• [Collected data]:
_ _ _ _ _
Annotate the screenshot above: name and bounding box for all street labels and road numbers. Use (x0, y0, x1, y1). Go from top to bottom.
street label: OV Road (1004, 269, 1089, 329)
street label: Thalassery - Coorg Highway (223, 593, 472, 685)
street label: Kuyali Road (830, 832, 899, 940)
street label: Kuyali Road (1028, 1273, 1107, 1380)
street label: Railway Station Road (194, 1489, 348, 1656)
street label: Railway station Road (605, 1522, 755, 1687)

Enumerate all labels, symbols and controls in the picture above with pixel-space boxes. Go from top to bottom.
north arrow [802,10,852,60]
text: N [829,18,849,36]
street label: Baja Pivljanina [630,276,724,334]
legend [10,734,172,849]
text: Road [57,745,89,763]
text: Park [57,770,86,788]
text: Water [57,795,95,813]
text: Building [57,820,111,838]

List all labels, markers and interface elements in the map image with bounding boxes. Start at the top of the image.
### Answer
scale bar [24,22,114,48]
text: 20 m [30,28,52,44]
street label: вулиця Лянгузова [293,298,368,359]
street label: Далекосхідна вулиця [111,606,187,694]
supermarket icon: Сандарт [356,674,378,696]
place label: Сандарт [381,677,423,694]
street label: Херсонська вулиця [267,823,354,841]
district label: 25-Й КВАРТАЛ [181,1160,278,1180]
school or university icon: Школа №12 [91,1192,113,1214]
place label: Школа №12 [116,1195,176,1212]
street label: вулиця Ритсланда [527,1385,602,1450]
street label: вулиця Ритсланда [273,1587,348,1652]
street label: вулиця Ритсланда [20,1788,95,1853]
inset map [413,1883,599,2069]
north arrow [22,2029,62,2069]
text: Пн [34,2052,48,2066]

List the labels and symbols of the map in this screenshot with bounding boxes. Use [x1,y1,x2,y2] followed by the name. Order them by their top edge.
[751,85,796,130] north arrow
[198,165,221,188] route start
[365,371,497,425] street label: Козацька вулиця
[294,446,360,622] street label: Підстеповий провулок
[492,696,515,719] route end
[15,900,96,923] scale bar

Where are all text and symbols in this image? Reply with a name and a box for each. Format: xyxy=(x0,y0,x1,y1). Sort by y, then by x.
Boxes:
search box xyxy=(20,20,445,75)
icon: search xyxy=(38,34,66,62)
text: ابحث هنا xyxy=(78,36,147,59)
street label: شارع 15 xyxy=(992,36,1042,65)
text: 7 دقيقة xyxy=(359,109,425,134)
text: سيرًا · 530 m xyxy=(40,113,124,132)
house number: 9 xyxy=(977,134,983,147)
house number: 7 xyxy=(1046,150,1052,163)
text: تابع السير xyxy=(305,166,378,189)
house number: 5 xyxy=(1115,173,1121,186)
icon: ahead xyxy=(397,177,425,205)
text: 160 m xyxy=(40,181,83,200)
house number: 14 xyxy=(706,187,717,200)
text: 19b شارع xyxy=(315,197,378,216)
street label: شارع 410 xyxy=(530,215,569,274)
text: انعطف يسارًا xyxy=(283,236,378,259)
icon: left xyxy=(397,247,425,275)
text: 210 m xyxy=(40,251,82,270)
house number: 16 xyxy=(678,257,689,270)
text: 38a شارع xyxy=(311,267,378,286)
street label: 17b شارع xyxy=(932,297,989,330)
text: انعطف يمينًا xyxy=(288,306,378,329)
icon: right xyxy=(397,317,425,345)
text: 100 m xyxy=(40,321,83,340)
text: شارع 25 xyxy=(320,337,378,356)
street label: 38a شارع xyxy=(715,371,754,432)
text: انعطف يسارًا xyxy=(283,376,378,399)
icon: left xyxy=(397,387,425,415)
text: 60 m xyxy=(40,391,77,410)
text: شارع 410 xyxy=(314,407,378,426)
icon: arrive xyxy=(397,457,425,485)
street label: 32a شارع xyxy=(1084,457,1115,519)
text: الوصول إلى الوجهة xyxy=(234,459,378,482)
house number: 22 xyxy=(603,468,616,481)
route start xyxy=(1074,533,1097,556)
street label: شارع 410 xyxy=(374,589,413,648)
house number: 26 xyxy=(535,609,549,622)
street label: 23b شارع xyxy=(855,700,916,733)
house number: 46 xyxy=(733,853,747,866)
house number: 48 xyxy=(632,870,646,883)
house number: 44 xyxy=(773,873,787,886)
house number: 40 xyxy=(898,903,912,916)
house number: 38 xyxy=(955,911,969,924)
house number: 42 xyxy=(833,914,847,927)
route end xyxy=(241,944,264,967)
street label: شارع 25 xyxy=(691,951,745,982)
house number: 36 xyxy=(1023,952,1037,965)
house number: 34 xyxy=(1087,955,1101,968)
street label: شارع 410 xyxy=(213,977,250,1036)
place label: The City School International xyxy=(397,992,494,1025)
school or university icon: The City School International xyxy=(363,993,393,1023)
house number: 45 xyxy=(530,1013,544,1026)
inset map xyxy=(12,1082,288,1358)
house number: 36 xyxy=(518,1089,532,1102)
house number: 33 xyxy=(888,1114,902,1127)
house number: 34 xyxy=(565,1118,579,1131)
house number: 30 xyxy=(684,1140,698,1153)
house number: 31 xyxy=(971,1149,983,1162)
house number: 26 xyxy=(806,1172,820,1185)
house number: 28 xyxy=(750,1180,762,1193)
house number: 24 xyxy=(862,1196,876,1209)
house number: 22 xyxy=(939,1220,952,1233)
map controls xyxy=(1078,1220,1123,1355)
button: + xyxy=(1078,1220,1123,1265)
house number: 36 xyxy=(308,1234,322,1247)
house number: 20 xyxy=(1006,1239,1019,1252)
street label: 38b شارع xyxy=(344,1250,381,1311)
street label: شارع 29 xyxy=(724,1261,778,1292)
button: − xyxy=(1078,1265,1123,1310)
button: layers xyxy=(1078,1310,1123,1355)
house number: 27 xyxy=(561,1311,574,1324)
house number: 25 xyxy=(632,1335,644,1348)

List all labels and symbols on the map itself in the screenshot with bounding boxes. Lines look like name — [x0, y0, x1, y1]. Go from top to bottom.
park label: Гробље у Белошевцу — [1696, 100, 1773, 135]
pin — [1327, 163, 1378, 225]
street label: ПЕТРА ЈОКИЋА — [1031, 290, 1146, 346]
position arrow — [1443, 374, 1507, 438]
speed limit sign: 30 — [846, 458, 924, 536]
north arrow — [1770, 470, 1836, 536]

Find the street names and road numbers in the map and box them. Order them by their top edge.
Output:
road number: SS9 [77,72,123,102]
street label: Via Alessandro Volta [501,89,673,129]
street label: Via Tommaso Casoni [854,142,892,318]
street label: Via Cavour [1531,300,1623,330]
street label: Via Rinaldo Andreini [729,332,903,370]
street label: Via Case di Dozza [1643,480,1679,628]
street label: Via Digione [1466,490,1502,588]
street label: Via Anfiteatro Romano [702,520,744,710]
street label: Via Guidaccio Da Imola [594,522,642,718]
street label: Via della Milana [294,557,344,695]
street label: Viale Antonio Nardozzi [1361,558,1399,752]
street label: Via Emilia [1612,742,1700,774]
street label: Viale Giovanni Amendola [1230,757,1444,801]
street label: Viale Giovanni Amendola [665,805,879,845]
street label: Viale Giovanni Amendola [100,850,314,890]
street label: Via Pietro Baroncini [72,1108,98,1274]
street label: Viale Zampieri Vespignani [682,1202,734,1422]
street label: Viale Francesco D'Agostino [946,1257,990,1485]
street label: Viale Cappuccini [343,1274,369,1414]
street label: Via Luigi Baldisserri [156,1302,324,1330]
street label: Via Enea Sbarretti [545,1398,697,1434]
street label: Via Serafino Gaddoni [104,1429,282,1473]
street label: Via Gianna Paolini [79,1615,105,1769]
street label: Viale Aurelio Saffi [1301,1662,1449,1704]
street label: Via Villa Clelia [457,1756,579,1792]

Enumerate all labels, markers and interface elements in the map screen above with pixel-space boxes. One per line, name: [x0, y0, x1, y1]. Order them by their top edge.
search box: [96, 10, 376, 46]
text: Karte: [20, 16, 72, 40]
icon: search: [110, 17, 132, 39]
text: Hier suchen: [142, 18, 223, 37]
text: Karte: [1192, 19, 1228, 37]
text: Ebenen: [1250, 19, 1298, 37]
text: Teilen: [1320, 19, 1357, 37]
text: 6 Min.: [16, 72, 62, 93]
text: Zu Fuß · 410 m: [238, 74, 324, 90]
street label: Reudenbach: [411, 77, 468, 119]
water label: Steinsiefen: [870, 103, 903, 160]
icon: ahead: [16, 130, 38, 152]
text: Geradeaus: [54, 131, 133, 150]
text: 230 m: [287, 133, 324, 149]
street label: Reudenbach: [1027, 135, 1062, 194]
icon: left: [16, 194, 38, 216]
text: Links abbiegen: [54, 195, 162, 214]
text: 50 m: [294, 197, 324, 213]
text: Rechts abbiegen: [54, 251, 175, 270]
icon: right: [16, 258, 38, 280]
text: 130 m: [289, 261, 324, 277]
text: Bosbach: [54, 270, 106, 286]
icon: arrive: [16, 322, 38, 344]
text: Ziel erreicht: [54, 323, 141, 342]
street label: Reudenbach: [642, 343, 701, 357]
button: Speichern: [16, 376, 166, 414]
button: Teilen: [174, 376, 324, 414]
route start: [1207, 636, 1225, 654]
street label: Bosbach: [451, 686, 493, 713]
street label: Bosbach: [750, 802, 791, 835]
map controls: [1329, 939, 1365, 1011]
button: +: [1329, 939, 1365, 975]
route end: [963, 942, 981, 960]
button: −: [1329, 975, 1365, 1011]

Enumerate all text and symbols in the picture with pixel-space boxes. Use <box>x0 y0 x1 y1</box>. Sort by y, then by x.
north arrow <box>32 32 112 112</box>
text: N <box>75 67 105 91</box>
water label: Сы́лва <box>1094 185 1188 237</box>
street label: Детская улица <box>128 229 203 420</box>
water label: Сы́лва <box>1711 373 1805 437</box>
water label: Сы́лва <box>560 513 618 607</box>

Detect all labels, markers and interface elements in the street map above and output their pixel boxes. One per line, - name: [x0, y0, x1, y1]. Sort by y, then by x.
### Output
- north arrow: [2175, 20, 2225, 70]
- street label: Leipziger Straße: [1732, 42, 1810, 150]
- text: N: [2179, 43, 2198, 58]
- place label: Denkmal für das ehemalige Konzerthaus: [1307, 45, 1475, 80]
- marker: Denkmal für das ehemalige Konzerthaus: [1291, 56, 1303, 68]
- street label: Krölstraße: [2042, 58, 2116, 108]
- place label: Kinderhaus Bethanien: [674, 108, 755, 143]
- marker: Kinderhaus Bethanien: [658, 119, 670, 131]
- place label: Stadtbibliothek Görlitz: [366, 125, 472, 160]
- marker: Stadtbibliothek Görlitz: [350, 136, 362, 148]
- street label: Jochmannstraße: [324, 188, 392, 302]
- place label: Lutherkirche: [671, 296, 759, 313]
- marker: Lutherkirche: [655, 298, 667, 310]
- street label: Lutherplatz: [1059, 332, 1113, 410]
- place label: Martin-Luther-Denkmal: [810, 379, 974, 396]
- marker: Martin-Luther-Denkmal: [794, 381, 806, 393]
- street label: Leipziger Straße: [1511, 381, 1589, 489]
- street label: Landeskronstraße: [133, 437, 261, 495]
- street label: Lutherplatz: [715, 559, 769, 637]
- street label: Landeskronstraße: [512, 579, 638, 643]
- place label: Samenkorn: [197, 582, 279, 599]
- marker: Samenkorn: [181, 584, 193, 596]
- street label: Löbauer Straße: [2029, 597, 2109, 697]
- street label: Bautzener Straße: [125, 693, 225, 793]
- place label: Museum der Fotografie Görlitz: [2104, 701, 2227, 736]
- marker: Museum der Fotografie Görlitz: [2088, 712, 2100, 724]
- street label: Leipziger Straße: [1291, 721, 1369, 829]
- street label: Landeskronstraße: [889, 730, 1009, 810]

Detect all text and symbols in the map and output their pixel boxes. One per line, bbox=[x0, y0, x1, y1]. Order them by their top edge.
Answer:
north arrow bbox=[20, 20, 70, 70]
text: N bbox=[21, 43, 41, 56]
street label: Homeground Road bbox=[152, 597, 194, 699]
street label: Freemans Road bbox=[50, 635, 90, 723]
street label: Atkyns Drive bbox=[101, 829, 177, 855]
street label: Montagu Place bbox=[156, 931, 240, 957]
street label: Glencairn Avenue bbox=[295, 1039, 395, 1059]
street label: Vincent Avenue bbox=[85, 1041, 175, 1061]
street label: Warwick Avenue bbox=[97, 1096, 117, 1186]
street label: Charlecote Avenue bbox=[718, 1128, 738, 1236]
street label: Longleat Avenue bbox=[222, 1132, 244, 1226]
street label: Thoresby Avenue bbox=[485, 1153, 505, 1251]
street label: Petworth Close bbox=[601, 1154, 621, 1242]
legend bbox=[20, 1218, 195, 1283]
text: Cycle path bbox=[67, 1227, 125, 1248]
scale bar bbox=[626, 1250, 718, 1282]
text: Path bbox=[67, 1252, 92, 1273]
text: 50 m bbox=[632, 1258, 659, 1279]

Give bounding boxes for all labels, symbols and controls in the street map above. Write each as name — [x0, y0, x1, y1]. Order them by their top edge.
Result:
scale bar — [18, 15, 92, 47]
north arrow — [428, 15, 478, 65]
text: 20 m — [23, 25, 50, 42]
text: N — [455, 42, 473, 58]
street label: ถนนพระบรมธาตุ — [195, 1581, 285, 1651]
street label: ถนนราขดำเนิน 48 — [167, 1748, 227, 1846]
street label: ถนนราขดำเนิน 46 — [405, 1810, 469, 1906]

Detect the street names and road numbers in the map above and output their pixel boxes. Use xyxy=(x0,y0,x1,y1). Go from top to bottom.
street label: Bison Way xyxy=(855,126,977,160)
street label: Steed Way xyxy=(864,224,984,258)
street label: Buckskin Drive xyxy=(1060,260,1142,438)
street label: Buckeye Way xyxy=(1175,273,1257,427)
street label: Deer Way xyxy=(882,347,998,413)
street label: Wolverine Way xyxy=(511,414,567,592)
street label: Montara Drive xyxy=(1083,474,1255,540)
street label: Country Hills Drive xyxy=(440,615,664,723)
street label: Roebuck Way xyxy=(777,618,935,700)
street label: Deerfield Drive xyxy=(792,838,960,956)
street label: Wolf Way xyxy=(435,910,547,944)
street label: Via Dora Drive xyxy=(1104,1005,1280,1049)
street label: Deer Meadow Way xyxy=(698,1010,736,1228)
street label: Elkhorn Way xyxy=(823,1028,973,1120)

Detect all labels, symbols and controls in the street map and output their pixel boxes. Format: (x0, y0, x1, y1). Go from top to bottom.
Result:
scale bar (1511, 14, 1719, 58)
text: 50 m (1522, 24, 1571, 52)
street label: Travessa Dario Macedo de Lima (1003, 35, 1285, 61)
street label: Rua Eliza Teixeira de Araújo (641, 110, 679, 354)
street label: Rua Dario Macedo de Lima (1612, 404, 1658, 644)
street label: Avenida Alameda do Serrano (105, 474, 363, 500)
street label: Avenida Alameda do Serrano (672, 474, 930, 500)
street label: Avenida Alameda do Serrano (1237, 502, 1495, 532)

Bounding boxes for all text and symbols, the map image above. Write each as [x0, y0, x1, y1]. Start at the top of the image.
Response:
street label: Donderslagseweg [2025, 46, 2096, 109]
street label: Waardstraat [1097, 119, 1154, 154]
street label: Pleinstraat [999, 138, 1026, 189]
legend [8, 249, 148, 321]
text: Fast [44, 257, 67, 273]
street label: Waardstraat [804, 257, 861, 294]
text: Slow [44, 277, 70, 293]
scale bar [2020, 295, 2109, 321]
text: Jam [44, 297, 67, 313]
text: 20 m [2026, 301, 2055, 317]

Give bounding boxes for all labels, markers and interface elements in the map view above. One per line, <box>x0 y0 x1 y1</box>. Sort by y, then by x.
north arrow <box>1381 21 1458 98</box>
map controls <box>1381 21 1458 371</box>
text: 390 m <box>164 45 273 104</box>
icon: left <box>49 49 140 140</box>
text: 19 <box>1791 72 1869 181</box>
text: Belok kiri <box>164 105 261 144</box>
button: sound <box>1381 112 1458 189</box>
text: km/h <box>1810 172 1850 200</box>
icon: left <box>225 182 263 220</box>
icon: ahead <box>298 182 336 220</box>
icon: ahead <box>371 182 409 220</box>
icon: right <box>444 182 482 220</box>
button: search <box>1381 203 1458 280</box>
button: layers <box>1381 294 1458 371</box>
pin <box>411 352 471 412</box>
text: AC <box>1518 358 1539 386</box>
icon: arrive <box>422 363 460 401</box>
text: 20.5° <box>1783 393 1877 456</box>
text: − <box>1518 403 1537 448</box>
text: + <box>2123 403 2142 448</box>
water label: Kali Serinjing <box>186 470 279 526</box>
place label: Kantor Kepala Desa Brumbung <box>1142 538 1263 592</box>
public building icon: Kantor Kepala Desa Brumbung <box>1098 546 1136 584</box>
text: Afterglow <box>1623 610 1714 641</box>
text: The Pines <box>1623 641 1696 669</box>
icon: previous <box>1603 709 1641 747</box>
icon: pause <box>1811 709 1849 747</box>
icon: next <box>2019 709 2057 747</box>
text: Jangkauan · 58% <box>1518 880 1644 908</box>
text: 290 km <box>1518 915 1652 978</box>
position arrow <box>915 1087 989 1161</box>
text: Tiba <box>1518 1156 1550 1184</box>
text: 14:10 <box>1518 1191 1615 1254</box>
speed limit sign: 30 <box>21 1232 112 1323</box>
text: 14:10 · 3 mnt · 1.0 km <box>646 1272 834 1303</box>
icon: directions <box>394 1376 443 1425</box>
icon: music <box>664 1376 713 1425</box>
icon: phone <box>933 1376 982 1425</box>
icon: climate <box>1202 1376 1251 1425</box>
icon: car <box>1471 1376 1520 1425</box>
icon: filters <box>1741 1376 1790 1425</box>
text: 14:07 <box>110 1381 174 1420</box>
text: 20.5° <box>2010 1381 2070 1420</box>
_ _ _ _ _
• [EXERCISE GOAL]: Please provide nothing but the number of lines in the records that hold the string "Format".

• [OUTPUT OF THE EXERCISE]: 2